Bezirksgericht attestiert Polizeichefs ein verhältnismässiges Vorgehen

Eine Intervention der Luzerner Polizei 2016 in Malters, in deren Verlauf sich eine Rentnerin erschoss, war verhältnismässig. Das Bezirksgericht Kriens kam zum Schluss, dass sich die Einsatzleiter nicht der fahrlässigen Tötung schuldig gemacht haben.
27.06.2017 10:31

Kommandant Adi Achermann und Daniel Bussmann, Chef der Kriminalpolizei, seien von Schuld und Strafe freizusprechen, sagte Bezirksgerichtspräsident Kilian Emmenegger am Dienstag bei der Urteilsverkündung in Luzern. Sie hätten innerhalb des Handlungsspielraumes gehandelt, über den die Polizei verfügen müsse.

Die Luzerner Polizei war im März 2016 für eine Hausdurchsuchung in einem Weiler bei Malters ausgerückt. Sie vermutete dort eine Hanf-Indoor-Anlage. Die Frau, die sich in der Wohnung ihres Sohnes aufhielt, verweigerte der Polizei den Zutritt, drohte, mit einem Revolver auf die Polizisten zu schiessen und feuerte zwei Schüsse ab.

Nach 19 Stunden Verhandeln und Abwarten entschied die Polizei, das Gebäude zu stürmen. Während der Intervention erschoss die Frau zunächst ihre Katze und dann sich selbst.
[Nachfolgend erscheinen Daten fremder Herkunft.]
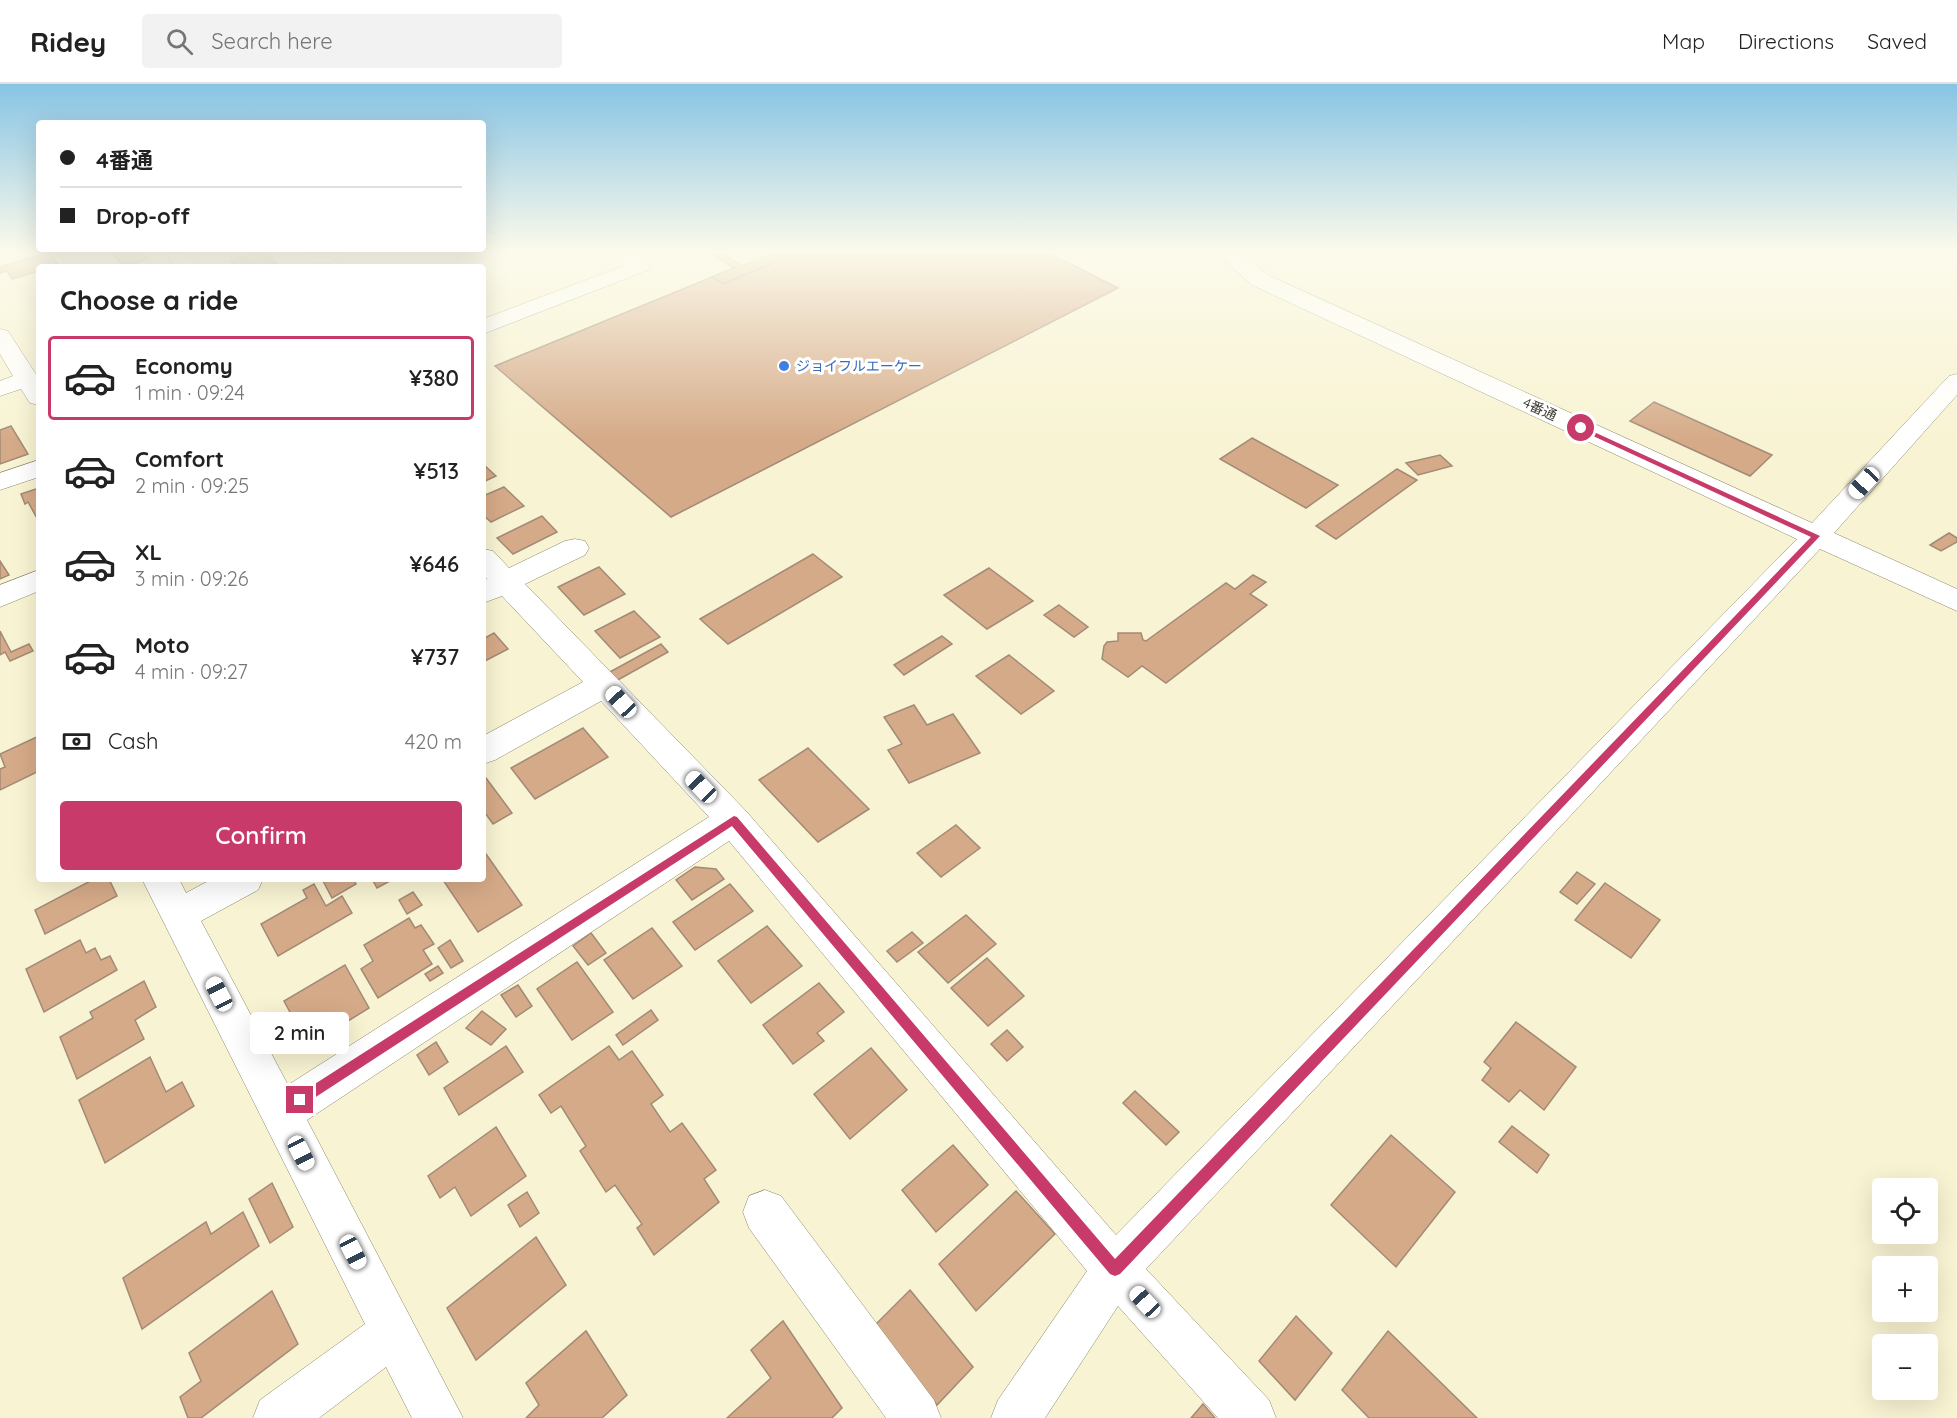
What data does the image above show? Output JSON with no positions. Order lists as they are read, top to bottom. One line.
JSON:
{"streets":{"street":["4番通"]},"places":["ジョイフルエーケー"],"page":{"header":"Ridey","search":"Search here","nav":["Map","Directions","Saved"],"banner":["4番通","Drop-off"],"heading":"Choose a ride","list":[{"name":"Economy","note":"1 min · 09:24","value":"¥380"},{"name":"Comfort","note":"2 min · 09:25","value":"¥513"},{"name":"XL","note":"3 min · 09:26","value":"¥646"},{"name":"Moto","note":"4 min · 09:27","value":"¥737"}],"pay":["Cash","420 m"],"buttons":"Confirm","bubble":"2 min","map_buttons":["+","−"]}}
Der Staatsanwalt hatte den Beschuldigten vorgeworfen, dass sie nicht den Sohn beigezogen hätten, nicht weiter mit der Frau verhandelt und nicht mit dem Zugriff zugewartet hätten. Der Einsatz der Polizei sei unverhältnismässig gewesen.

Das Bezirksgericht folgte dieser Einschätzung nicht. Gegen den Sohn war in Zürich ein Verfahren wegen Drogendelikten hängig, zudem hatte er als Vormund seiner Mutter diese in der Wohnung bei Malters mit einer Waffe und einer Hanf-Anlage allein gelassen.

Für das Gericht war es verständlich, dass die Polizei den Beizug des Sohnes nicht weiter prüfte, zudem auch die Kantonspolizei Zürich davon abgeraten hatte. Auch dass sie den Anwalt des Sohnes nicht beigezogen hatte, beanstandete das Bezirksgericht nicht.

Der Bezirksgerichtspräsident erinnerte daran, dass die psychisch labile Frau seit Jahren eine Abneigung gegen die Polizei gehegt habe und keinesfalls wieder in eine Klinik gehen wollte. Die Frau habe bei den Verhandlungen zwar grundsätzlich mit sich reden lassen, eine Aufgabe habe sie aber verweigert.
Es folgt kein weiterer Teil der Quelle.